Diante desse posicionamento, o Instituto Telecom encaminhou ao presidente do Conselho Consultivo da Anatel, Marcelo Siena, solicitação para que o Marco Regulatório das Comunicações fosse colocado na pauta da 168ª Reunião Extraordinária do Conselho Consultivo da Anatel, que acontece na próxima sexta-feira, em Brasília. Afinal, de acordo com o que estabelece o Artigo 33 da Lei Geral de Telecomunicações (LGT), “o Conselho é o órgão de participação institucionalizada da sociedade na Agência”. Cabe ao Conselho opinar sobre o conjunto das políticas governamentais de telecomunicações. Para nós, do Instituto Telecom, o Conselho Consultivo não só deve participar como cobrar do Conselho Diretor da Agência a realização do debate sobre o novo marco regulatório.

Em resposta, Siena sugeriu que o debate fosse realizado em novembro, alegando dificuldades na mobilização de representantes dos mais diversos setores da sociedade para o debate neste mês. Insistimos que o ponto fosse incluído na pauta agora, discutido pelos conselheiros e retornasse na reunião de novembro.

A formulação de um novo Marco Regulatório das Comunicações já ocorreu na maior parte dos países desenvolvidos. Sua importância como conjunto de normas, leis e diretrizes que regulam o funcionamento dos setores nos quais agentes privados prestam serviços de utilidade pública é, justamente, estabelecer condições para a defesa dos interesses dos cidadãos e dar condições de atuação às empresas concessionárias que obtiveram o direito de explorar o setor.

Hoje, no Brasil, a única condição que nos é dada é a mera ausência de regulação e políticas públicas que promovam e garantam a nosso direito à liberdade de expressão e à comunicação. O exercício da liberdade de expressão e o acesso a informações e serviços de (tele)comunicações é extremamente desigual.

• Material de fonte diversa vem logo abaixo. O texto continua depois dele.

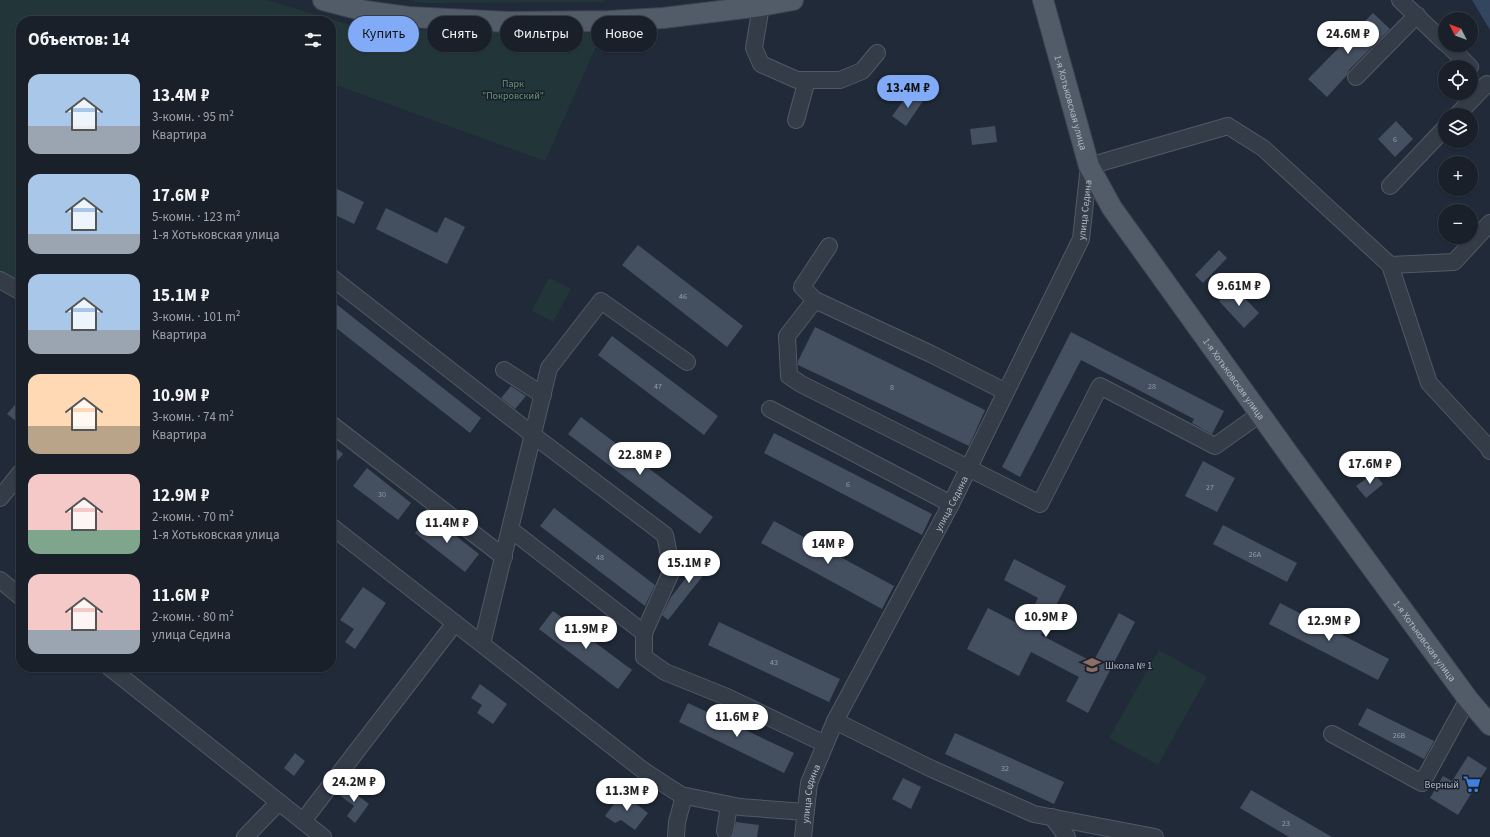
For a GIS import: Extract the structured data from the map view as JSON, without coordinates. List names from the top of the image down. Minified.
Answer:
{"streets":{"main road":["1-я Хотьковская улица"],"street":["улица Седина"]},"crossings":[["1-я Хотьковская улица","улица Седина"]],"parks":["Парк \"Покровский\""],"places":{"school or university":["Школа № 1"],"supermarket":["Верный"]},"house_numbers":["6","46","47","28","8","6","27","30","26А","48","43","26В","32","23"],"north":"top left","page":{"map_buttons":["+","−"],"chip":["Купить","Снять","Фильтры","Новое"],"heading":"Объектов: 14","price":["24.6M ₽","13.4M ₽","9.61M ₽","22.8M ₽","17.6M ₽","11.4M ₽","14M ₽","15.1M ₽","10.9M ₽","12.9M ₽","11.9M ₽","11.6M ₽","24.2M ₽","11.3M ₽"],"list":[{"name":"13.4M ₽","note":"3-комн. · 95 m² · Квартира"},{"name":"17.6M ₽","note":"5-комн. · 123 m² · 1-я Хотьковская улица"},{"name":"15.1M ₽","note":"3-комн. · 101 m² · Квартира"},{"name":"10.9M ₽","note":"3-комн. · 74 m² · Квартира"},{"name":"12.9M ₽","note":"2-комн. · 70 m² · 1-я Хотьковская улица"},{"name":"11.6M ₽","note":"2-комн. · 80 m² · улица Седина"}]}}
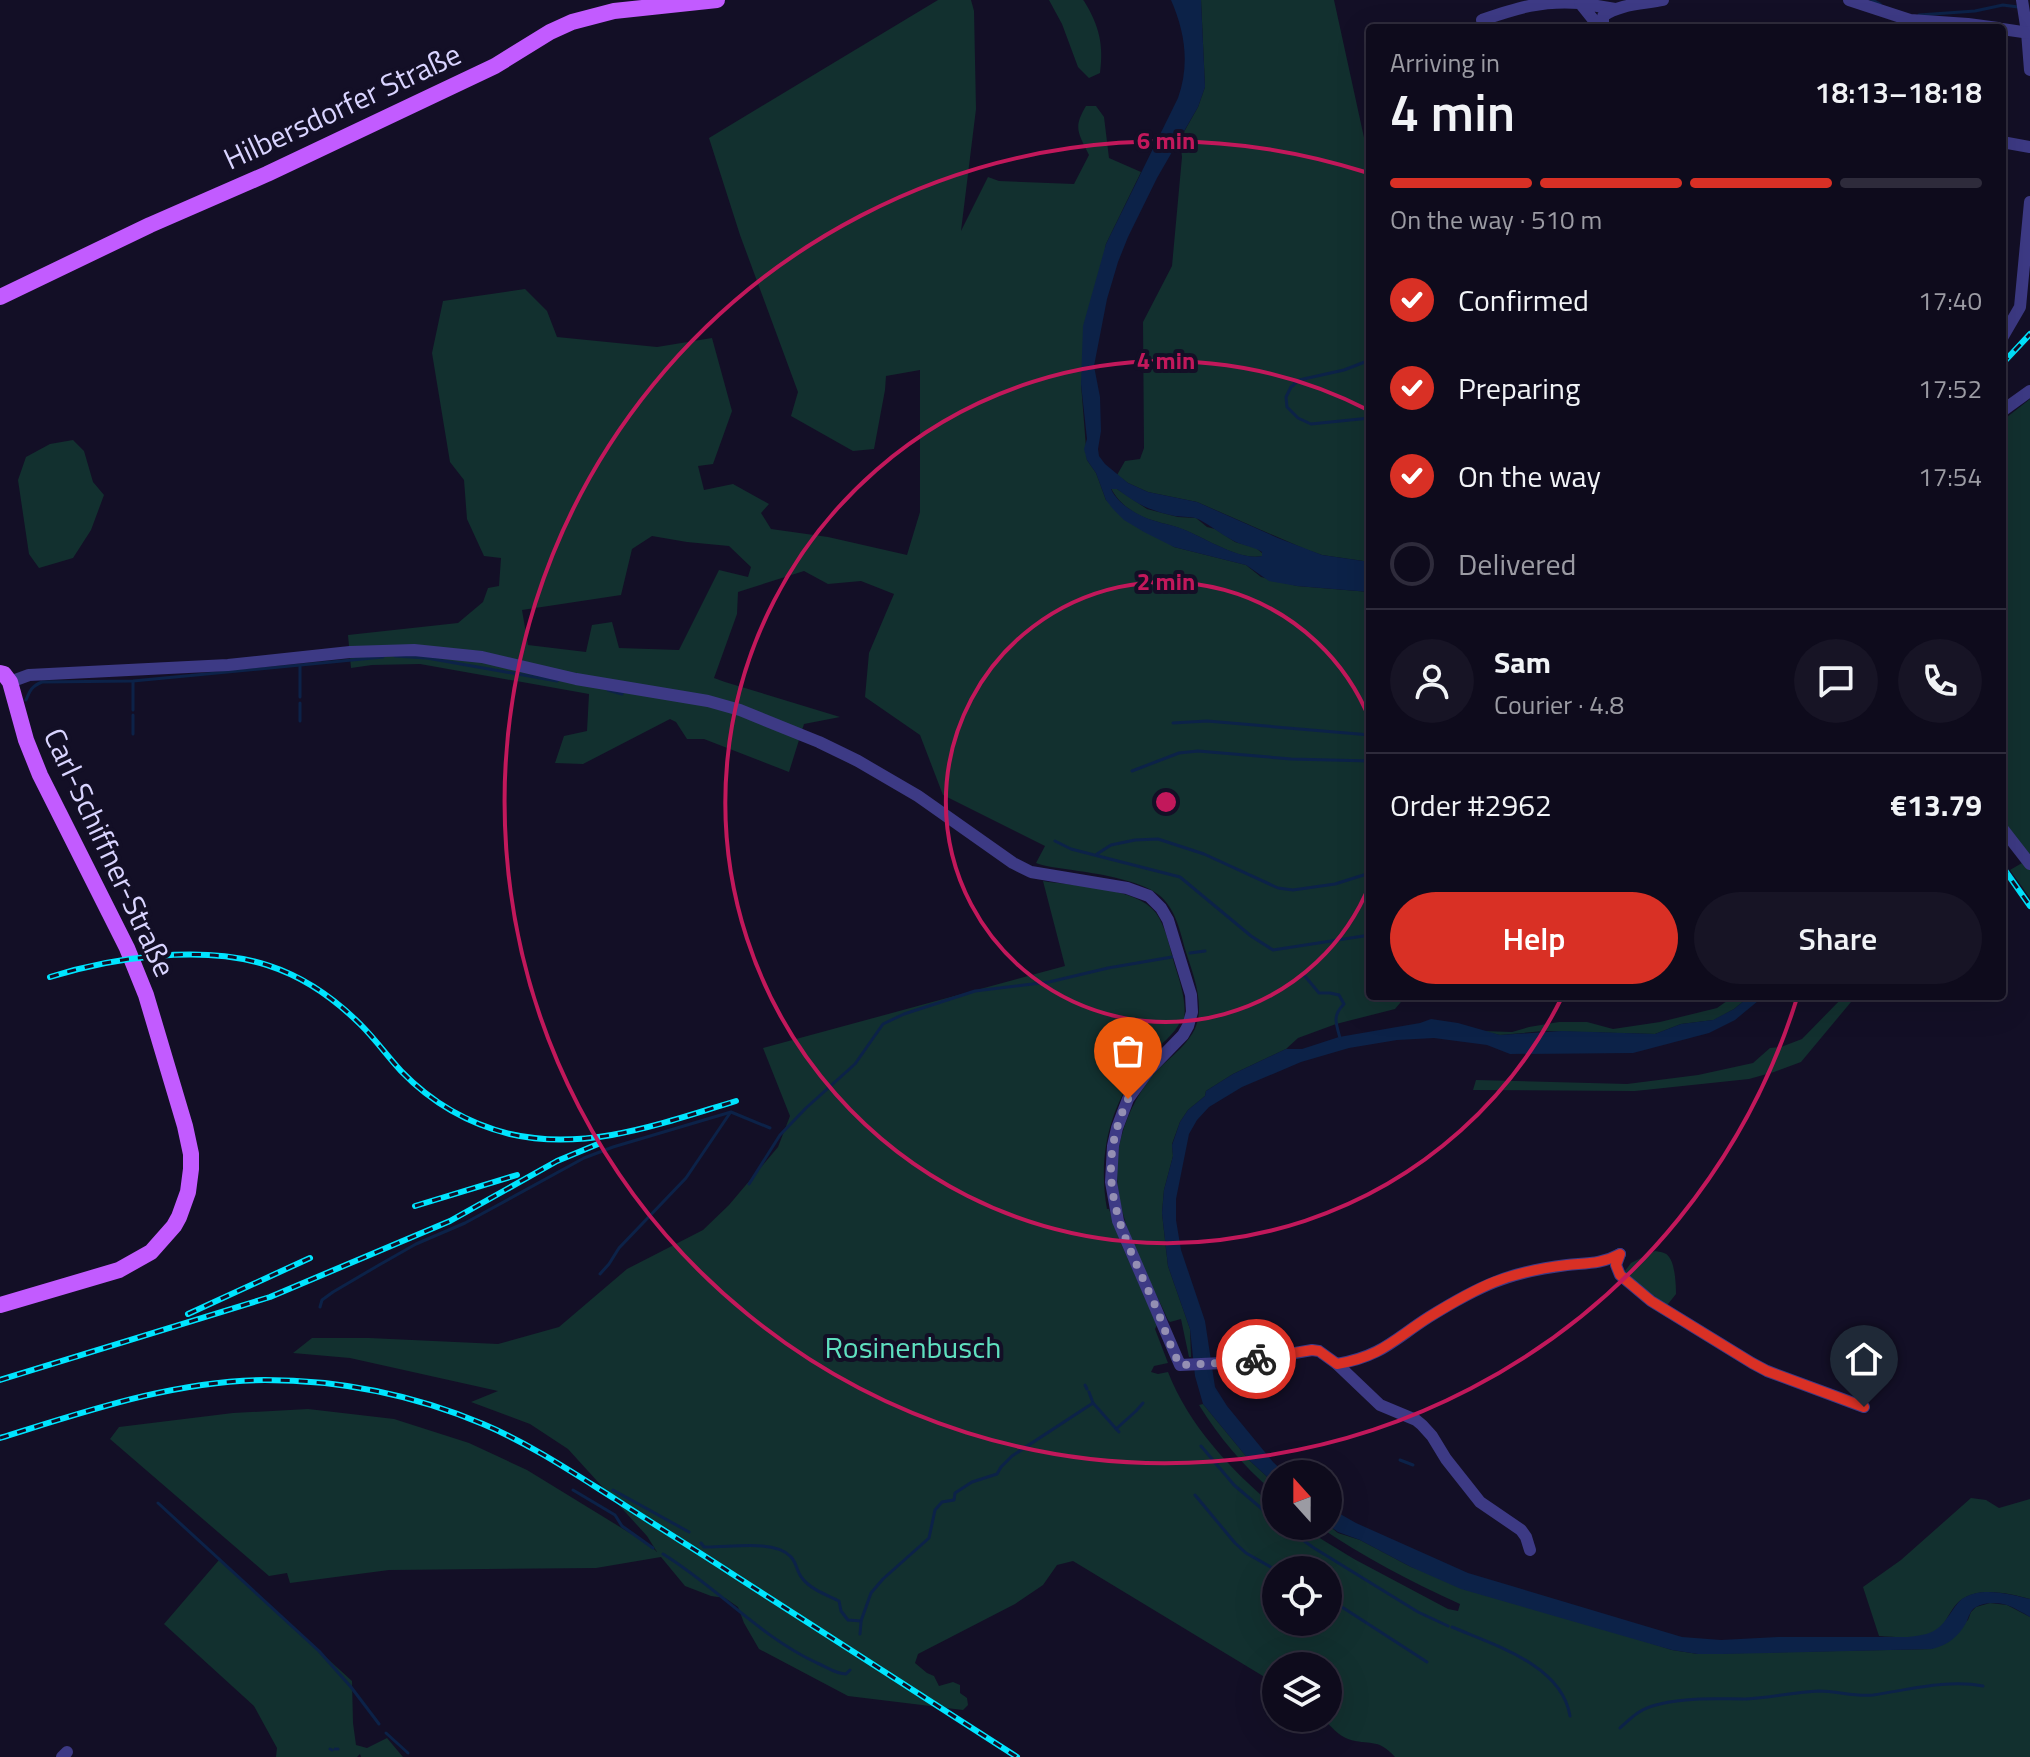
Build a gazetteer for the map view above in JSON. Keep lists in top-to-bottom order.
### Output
{
  "streets": {
    "main road": ["Hilbersdorfer Straße", "Carl-Schiffner-Straße"]
  },
  "parks": ["Rosinenbusch"],
  "north": "top",
  "page": {
    "heading": ["4 min", "Arriving in", "18:13–18:18"],
    "panel": [
      "Sam",
      "Courier · 4.8",
      "Order #2962",
      "€13.79"
    ],
    "bar": "On the way · 510 m",
    "list": [
      ["Confirmed", "17:40"],
      ["Preparing", "17:52"],
      ["On the way", "17:54"],
      "Delivered"
    ],
    "buttons": ["Help", "Share"]
  },
  "rings": ["6 min", "4 min", "2 min"]
}
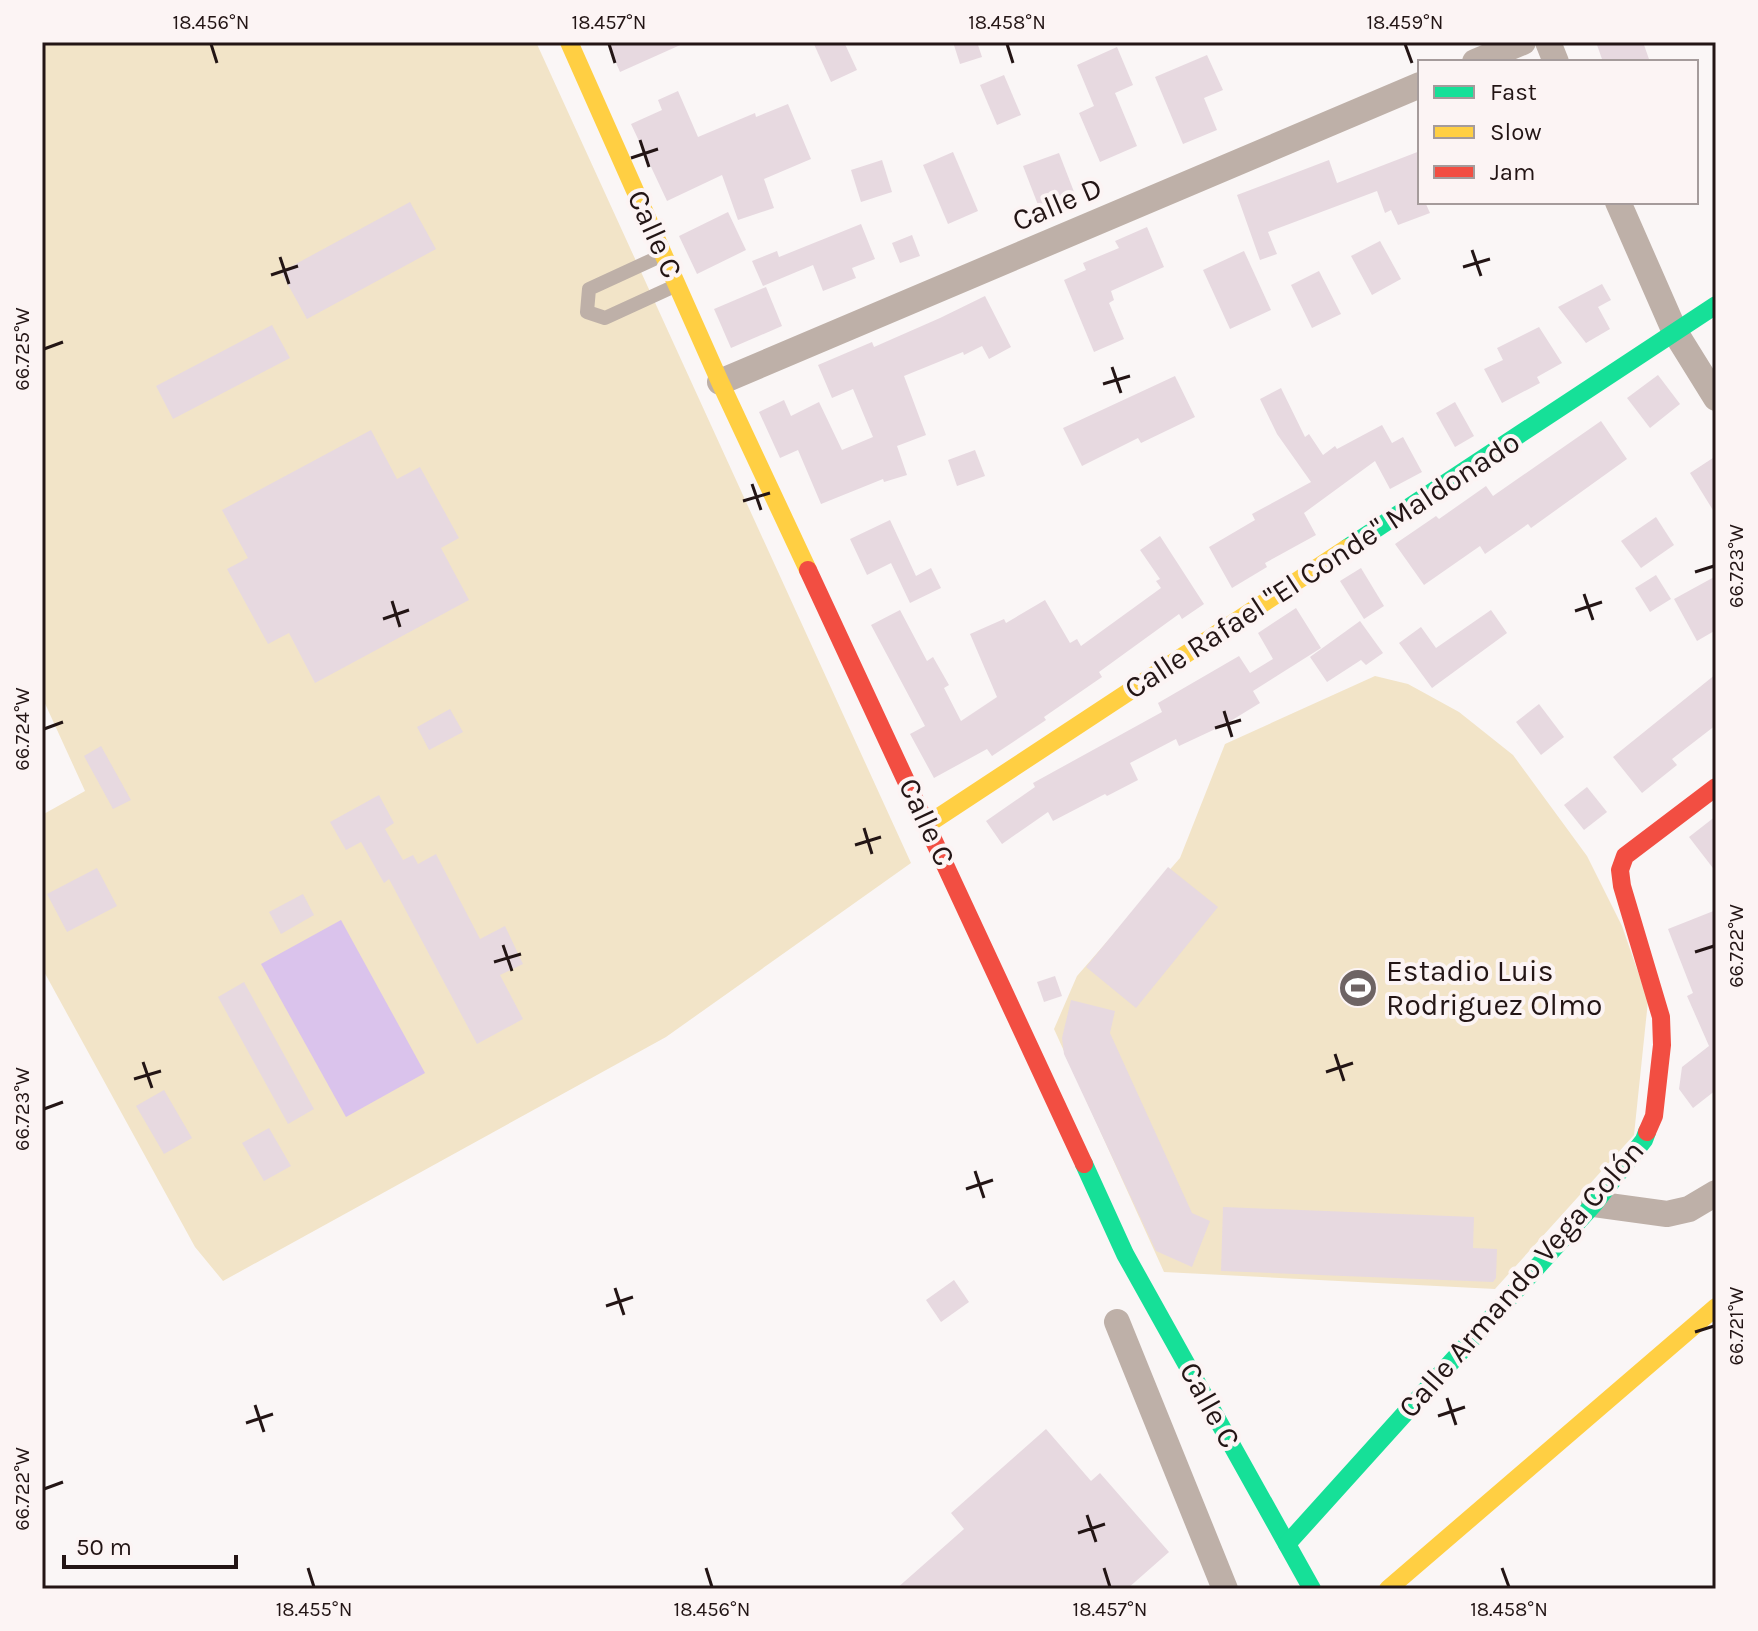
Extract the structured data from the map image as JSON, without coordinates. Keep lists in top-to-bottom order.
{
  "streets": {
    "street": [
      "Calle D",
      "Calle C",
      "Calle Rafael \"El Conde\" Maldonado",
      "Calle Armando Vega Colón"
    ]
  },
  "crossings": [
    ["Calle D", "Calle C"],
    ["Calle C", "Calle Rafael \"El Conde\" Maldonado"],
    ["Calle C", "Calle Armando Vega Colón"]
  ],
  "places": {
    "sports": ["Estadio Luis Rodriguez Olmo"]
  },
  "legend": ["Fast", "Slow", "Jam"],
  "scale_bar": "50 m",
  "coordinates": [
    "18.456°N",
    "18.457°N",
    "18.458°N",
    "18.459°N",
    "66.725°W",
    "66.723°W",
    "66.724°W",
    "66.722°W",
    "66.721°W",
    "18.455°N"
  ]
}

O fato é que se estabeleceu uma espera desmedida e injustificada por uma ação efetiva do governo no sentido de exercer o seu papel de mediador na construção do Marco Regulatório. O documento utilizado como base para a construção desse marco legal está pronto desde o final do governo Lula, em 2010, quando foi anunciado pelo então secretário de Comunicação Social Franklin Martins. Até hoje, contudo, quase no final de 2012, segue desconhecido pela população, principal interessada.

Enquanto isso, o setor de rádio, TV e mesmo as plataformas de conteúdos convergentes seguem atendendo à lógica de interesses privados em detrimento do interesse público. Está mais do que na hora dos Poderes Executivo e Legislativo cumprirem o seu dever e garantirem que o maior número de cidadãos possa produzir, divulgar e acessar informações e cultura. Seja na comunicação, ou nas telecomunicações.

Por tudo isso é essencial que a Anatel, enquanto agência reguladora das telecomunicações, inicie imediatamente o debate. Inclusive a discussão sobre o serviço de banda larga ser prestado em regime público. O artigo 35 da LGT, inciso II deixa claro que cabe ao Conselho Consultivo da agência aconselhar quanto à instituição ou eliminação da prestação de serviço no regime público. Discussão esta considerada chave em relação ao novo marco, já que a banda larga é um serviço essencial para a liberdade de expressão em todos os meios e plataformas de comunicação convergentes, ou não.

Entendemos que o Conselho é plural, formado por doze representantes oriundos dos mais diversos setores da sociedade (Câmara, Senado, sociedade civil, empresários, governo federal, órgãos de defesa do consumidor), portanto bastante representativo.  E assim como o Minicom não pode se ausentar dessa discussão, o Conselho Consultivo da Anatel não pode deixar de se posicionar sobre a regulamentação das comunicações brasileiras.